General information
- Type: Ultralight aircraft
- National origin: United States
- Manufacturer: V-STOL Aircraft
- Designer: Dick Turner
- Status: Production completed

History
- Introduction date: 1998

= V-STOL Solution =

American ultralight STOL aircraft

The V-STOL Solution is an American ultralight aircraft that was designed by Dick Turner in 1998 and produced by V-STOL Aircraft. The aircraft was supplied as a kit for amateur construction.

==Design and development==
The design goal of the Solution was to produce a legal US FAR 103 Ultralight Vehicles regulations compliant single seat ultralight that could be easily converted to a two-seater with the addition of a second seat and a larger engine. FAR Part 103 specifies a maximum empty weight of 254 lb and the Solution has a standard empty weight of 246 lb. It features a cable-braced high-wing, a single-seat, open cockpit, conventional landing gear and a single engine in pusher configuration.

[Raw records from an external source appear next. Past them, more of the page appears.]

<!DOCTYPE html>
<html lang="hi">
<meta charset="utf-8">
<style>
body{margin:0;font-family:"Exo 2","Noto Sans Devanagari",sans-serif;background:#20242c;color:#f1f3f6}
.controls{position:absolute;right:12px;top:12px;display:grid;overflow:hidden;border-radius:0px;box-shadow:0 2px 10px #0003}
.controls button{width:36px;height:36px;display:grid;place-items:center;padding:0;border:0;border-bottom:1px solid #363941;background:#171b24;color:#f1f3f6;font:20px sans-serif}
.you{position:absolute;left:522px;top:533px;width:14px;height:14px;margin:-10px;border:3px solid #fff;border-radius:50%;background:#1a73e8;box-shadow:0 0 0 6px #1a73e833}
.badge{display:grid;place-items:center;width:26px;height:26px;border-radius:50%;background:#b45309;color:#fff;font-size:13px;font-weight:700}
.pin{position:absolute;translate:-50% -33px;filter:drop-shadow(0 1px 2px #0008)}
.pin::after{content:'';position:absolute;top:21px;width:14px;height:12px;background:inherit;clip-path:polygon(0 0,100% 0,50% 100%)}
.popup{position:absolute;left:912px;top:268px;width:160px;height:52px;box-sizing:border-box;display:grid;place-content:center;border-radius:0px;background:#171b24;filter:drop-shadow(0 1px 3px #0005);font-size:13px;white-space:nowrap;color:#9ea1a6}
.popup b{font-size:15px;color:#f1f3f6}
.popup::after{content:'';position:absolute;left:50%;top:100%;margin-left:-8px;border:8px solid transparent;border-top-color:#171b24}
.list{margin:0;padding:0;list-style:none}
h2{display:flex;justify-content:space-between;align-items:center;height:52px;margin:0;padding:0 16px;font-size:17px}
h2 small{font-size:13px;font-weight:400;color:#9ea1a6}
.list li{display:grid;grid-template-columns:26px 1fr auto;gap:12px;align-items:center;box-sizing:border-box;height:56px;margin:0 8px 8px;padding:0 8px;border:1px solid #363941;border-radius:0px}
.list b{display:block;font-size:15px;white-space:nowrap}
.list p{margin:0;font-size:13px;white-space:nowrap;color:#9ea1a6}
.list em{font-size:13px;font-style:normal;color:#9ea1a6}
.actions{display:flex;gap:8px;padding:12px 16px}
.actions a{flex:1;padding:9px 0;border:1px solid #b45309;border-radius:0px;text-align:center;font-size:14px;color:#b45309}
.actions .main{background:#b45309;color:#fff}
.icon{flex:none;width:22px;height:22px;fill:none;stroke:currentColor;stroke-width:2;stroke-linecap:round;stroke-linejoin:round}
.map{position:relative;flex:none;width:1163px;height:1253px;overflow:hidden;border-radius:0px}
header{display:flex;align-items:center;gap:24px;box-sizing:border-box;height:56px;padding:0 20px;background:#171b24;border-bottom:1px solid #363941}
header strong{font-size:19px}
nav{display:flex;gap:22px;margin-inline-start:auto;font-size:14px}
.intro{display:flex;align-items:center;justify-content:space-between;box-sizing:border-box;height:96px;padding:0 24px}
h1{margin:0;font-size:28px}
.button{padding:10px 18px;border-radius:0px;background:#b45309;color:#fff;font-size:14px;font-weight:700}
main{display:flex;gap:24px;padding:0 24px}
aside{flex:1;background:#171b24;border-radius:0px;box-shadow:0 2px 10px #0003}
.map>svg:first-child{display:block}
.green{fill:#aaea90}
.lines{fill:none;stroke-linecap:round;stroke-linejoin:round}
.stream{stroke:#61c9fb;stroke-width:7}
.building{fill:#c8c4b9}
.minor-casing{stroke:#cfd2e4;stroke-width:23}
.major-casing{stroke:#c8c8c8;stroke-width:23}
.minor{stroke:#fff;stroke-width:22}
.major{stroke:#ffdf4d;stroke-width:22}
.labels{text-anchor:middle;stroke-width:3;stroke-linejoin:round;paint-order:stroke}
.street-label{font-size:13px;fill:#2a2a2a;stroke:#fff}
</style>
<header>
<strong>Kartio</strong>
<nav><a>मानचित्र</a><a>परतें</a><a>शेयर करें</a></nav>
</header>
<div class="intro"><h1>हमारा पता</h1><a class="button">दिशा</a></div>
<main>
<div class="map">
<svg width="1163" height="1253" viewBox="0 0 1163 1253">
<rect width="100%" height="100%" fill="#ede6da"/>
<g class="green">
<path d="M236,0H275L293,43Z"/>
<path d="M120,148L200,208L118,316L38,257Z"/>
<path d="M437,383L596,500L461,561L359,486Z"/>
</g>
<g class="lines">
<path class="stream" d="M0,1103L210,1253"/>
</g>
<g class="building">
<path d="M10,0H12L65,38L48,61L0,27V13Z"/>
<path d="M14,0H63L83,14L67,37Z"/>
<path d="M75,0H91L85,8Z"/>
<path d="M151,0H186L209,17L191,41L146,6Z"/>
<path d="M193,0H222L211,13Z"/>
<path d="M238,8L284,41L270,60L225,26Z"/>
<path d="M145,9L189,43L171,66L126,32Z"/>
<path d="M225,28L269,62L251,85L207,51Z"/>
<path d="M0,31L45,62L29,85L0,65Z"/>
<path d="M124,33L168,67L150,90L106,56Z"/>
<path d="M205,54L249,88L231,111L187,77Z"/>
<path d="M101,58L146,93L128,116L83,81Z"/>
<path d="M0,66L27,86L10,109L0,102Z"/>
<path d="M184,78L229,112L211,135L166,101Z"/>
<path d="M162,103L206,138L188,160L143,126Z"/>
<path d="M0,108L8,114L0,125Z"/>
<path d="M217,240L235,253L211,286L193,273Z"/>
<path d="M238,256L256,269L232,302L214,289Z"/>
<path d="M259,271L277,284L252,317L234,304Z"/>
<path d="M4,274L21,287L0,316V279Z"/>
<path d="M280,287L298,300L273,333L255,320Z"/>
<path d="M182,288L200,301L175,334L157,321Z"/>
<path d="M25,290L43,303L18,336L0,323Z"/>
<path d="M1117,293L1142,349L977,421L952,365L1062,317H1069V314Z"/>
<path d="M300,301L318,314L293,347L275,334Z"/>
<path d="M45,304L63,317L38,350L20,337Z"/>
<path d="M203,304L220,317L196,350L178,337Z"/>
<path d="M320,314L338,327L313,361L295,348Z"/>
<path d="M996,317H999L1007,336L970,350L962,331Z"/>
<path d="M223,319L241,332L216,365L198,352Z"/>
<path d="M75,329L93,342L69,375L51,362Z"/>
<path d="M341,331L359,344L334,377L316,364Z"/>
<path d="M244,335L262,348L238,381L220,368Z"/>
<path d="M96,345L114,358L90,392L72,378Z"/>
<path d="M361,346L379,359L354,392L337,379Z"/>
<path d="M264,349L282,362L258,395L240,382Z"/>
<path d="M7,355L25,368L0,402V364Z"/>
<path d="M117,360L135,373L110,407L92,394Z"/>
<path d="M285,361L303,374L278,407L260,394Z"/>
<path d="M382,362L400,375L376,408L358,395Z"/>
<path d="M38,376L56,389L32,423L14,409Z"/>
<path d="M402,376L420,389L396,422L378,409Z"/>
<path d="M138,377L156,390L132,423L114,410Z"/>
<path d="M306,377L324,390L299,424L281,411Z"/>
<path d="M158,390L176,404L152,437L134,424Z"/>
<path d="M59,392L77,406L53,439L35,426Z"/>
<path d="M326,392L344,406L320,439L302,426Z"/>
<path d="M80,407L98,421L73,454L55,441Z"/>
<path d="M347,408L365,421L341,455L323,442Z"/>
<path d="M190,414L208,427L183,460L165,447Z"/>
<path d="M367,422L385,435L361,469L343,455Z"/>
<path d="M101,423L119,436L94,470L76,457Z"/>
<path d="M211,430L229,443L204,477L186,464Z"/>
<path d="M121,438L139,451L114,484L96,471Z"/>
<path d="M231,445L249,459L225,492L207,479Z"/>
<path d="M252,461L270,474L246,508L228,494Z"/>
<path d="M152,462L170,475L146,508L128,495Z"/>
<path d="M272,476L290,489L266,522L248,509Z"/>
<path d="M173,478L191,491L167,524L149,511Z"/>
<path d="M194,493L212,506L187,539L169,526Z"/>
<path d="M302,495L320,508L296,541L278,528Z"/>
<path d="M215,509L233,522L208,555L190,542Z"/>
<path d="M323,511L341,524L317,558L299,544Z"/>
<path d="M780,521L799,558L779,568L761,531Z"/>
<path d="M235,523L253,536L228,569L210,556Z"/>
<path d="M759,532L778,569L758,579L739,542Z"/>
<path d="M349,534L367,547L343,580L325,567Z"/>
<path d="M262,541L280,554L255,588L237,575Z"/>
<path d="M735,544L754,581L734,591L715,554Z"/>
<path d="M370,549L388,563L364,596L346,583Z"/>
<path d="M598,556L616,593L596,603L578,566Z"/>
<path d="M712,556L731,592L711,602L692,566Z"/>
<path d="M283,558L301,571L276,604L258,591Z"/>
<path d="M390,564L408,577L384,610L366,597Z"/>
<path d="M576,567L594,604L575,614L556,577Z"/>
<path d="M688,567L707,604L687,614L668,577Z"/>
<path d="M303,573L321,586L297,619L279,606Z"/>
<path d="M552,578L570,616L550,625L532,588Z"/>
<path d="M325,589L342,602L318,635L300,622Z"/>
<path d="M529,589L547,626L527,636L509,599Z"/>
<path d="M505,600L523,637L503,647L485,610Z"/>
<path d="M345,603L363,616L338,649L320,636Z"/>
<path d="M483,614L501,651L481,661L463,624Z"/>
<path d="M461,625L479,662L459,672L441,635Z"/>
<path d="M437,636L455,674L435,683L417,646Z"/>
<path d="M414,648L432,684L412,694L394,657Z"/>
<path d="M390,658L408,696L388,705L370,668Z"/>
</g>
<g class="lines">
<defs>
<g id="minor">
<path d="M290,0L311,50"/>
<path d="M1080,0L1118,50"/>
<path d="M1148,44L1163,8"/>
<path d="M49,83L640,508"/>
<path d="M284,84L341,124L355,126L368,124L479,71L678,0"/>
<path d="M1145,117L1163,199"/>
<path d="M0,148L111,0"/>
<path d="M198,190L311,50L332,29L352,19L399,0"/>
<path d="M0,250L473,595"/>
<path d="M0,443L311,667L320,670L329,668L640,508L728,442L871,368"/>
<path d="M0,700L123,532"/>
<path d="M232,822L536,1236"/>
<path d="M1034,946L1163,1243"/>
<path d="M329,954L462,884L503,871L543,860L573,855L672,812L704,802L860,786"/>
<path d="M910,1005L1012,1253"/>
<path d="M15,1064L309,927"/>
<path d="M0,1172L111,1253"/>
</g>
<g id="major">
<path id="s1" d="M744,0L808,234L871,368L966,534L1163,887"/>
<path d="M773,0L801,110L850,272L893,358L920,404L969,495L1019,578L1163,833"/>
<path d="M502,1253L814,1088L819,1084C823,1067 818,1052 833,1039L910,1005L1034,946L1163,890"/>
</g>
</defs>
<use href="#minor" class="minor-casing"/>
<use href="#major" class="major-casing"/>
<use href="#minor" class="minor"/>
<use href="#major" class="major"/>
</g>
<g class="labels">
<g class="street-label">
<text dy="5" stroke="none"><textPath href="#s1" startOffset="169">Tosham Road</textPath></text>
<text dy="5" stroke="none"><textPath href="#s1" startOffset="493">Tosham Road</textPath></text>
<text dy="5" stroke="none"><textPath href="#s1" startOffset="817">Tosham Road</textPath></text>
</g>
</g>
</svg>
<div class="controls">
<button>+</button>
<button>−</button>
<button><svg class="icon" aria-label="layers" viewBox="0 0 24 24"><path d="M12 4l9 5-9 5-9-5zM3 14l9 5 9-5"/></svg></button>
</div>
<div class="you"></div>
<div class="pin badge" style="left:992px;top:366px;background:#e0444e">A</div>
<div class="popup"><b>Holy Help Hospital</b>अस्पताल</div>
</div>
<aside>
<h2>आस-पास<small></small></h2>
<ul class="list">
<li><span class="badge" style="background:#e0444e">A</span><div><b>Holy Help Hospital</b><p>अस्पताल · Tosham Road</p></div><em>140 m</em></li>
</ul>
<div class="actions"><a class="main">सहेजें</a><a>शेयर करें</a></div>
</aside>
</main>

The aircraft is made from bolted-together aluminium tubing, with the flying surfaces covered in Dacron sailcloth. Its 33 ft span wing has a wing area of 183 sqft, which is large enough to support a second person. The second seat would be installed behind the first, in tandem, and could be optionally equipped with dual controls.

The pilot is accommodated on an open seat and has conventional three-axis controls in the form of a centre stick and rudder pedals. The standard engine provided for single seat flying was the single cylinder two-stroke Rotax 277 of 28 hp, while larger engines could be installed for two-seat operations.

V-STOL Aircraft had the design on the market for only a short period before the company went out of business. Assembly time from the kit is estimated at 50 hours.